__ASSIGNMENT__: Retype the data exactly, skipping any picture in it.

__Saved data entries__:
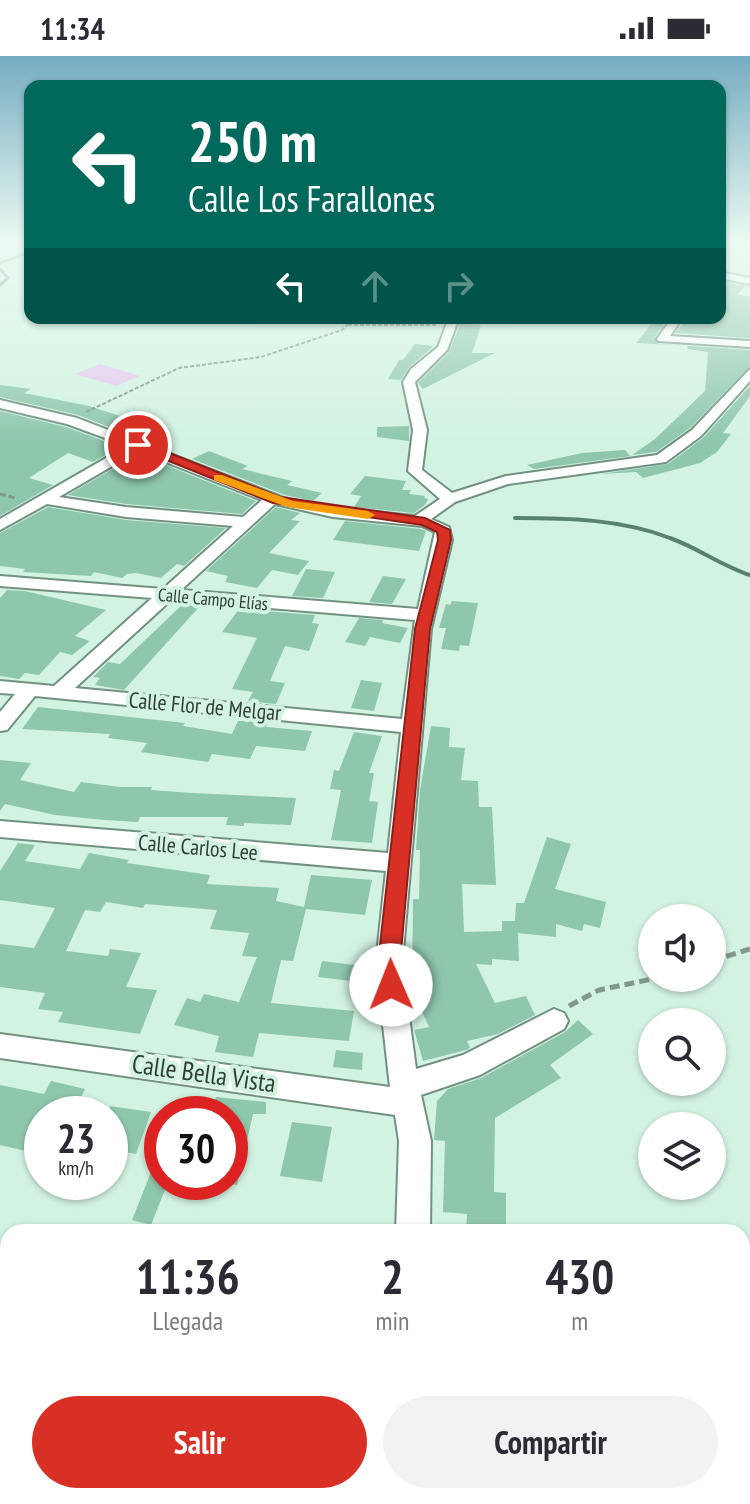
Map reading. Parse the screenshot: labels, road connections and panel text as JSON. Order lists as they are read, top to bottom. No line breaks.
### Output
{"streets":{"street":["Calle Campo Elías","Calle Flor de Melgar","Calle Carlos Lee","Calle Bella Vista"]},"page":{"status":"11:34","turn":["250 m","Calle Los Farallones"],"speed":"23 km/h","limit":"30","eta":["11:36","Llegada","2","min","430","m"],"buttons":["Salir","Compartir"]}}
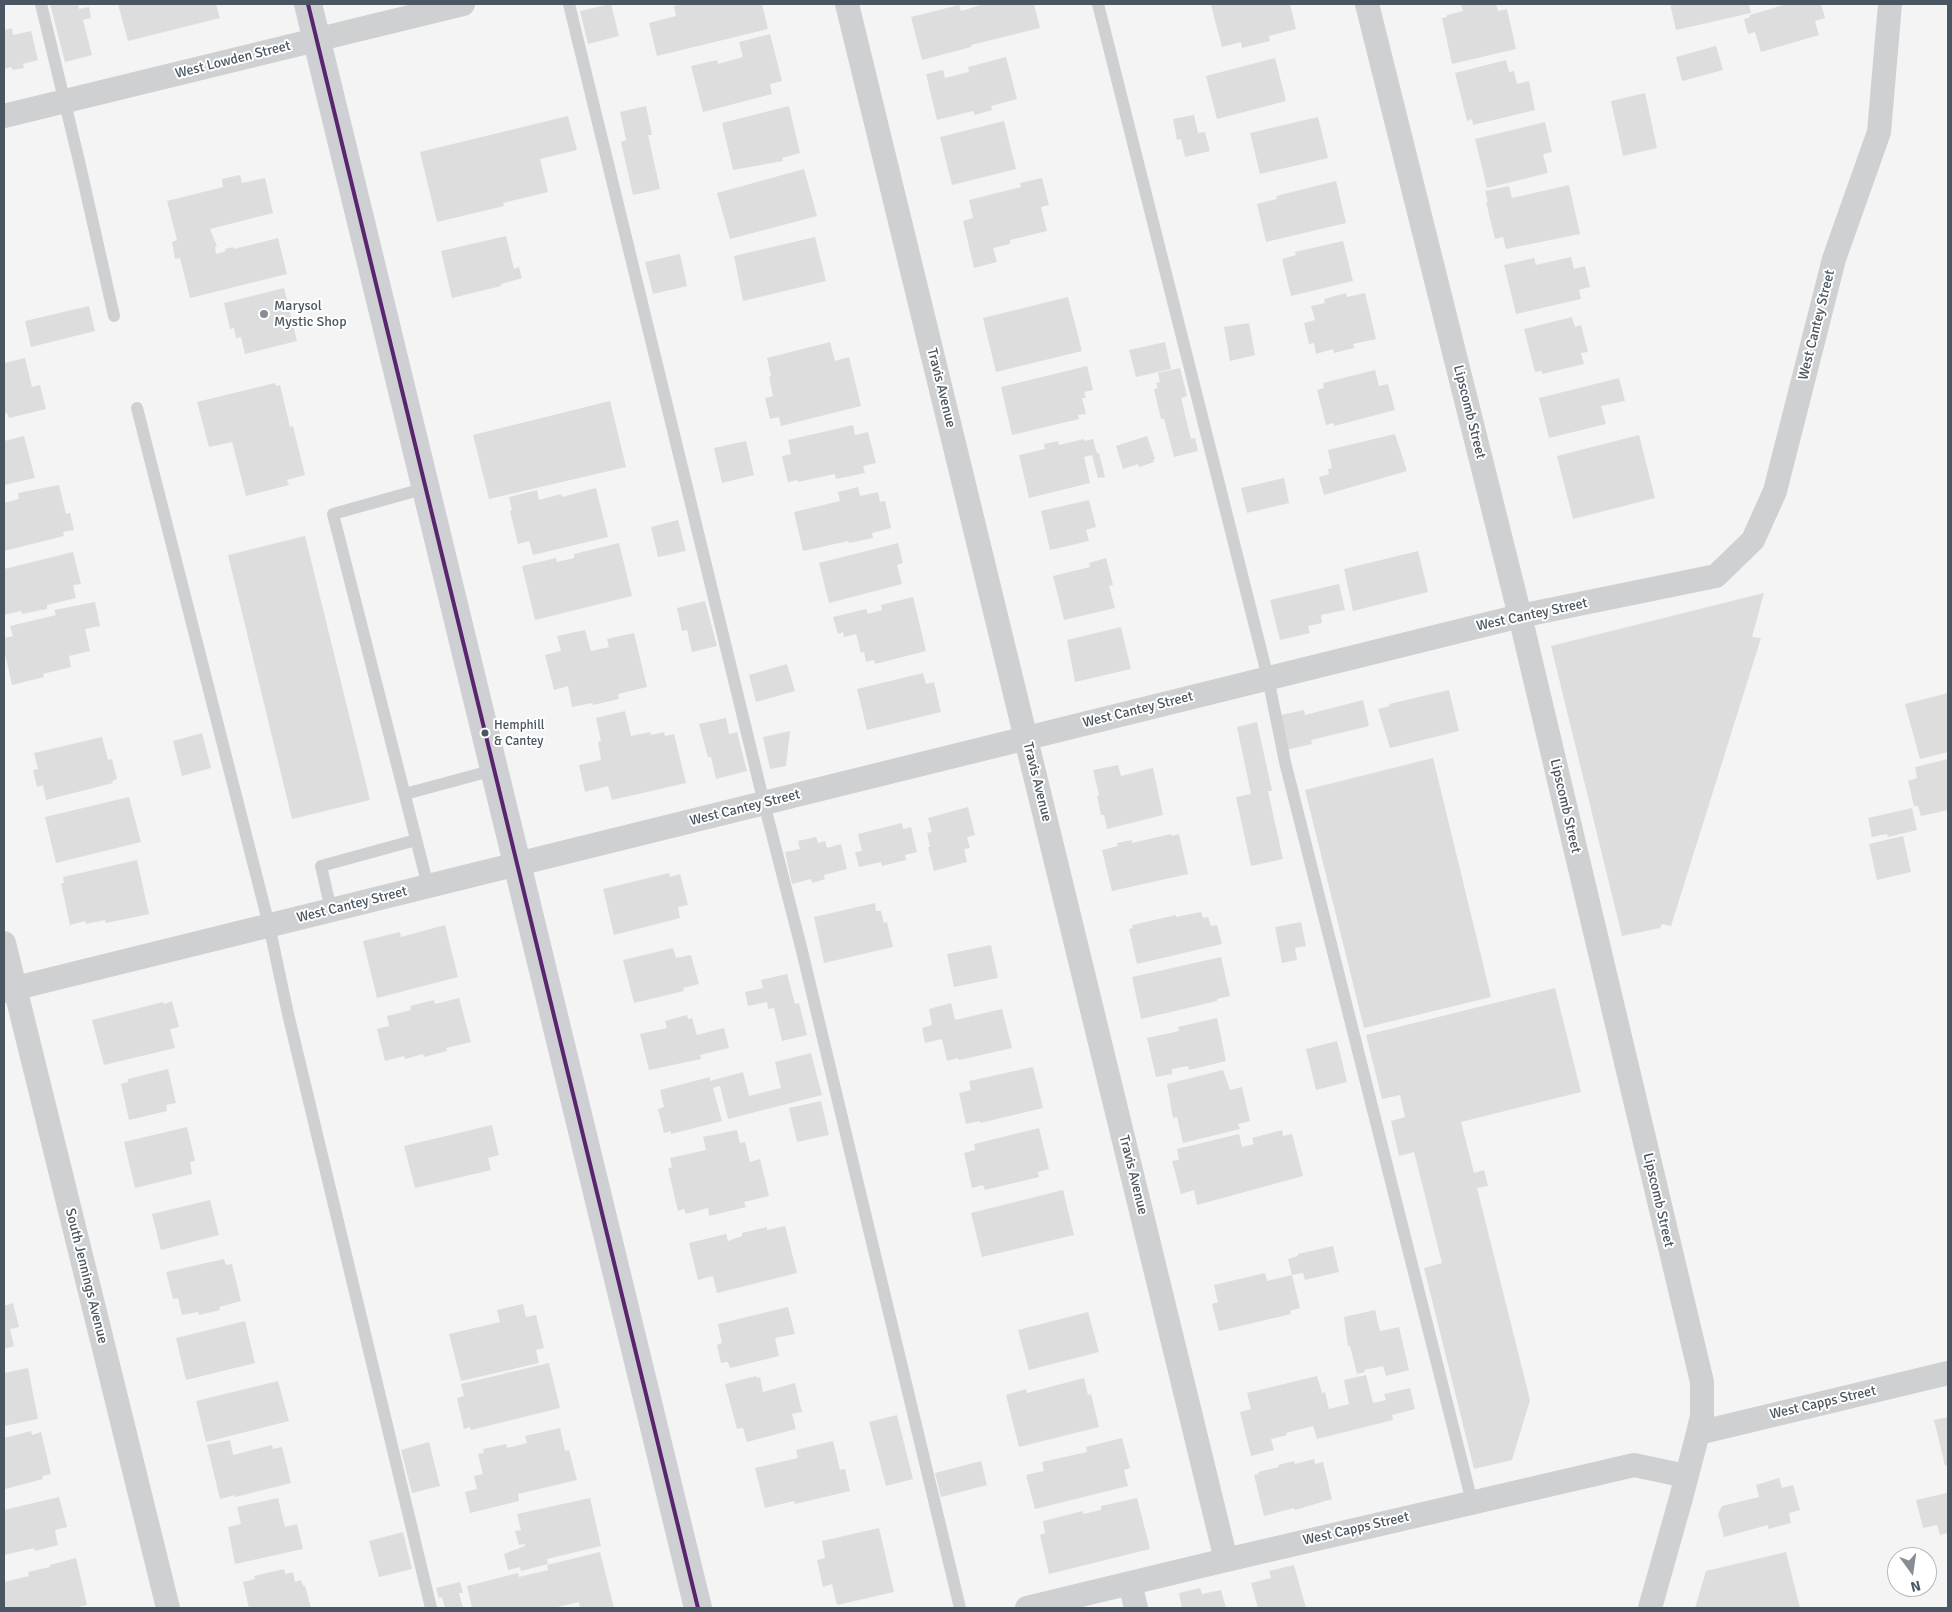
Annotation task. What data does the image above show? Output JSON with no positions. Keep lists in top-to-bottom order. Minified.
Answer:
{"streets":{"street":["West Lowden Street","West Cantey Street","Travis Avenue","Lipscomb Street","South Jennings Avenue","West Capps Street"]},"crossings":[["West Cantey Street","Travis Avenue"],["West Cantey Street","Lipscomb Street"],["West Cantey Street","South Jennings Avenue"],["Travis Avenue","West Capps Street"],["Lipscomb Street","West Capps Street"]],"places":["Marysol Mystic Shop","Hemphill & Cantey"],"north":"bottom"}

__WRITTEN ANSWER__:
Map reading. Parse the screenshot: labels, road connections and panel text as JSON. Order lists as they are read, top to bottom. No line breaks.
### Output
{"streets":{"street":["Calle Campo Elías","Calle Flor de Melgar","Calle Carlos Lee","Calle Bella Vista"]},"page":{"status":"11:34","turn":["250 m","Calle Los Farallones"],"speed":"23 km/h","limit":"30","eta":["11:36","Llegada","2","min","430","m"],"buttons":["Salir","Compartir"]}}
Annotation task. What data does the image above show? Output JSON with no positions. Keep lists in top-to-bottom order. Minified.
Answer:
{"streets":{"street":["West Lowden Street","West Cantey Street","Travis Avenue","Lipscomb Street","South Jennings Avenue","West Capps Street"]},"crossings":[["West Cantey Street","Travis Avenue"],["West Cantey Street","Lipscomb Street"],["West Cantey Street","South Jennings Avenue"],["Travis Avenue","West Capps Street"],["Lipscomb Street","West Capps Street"]],"places":["Marysol Mystic Shop","Hemphill & Cantey"],"north":"bottom"}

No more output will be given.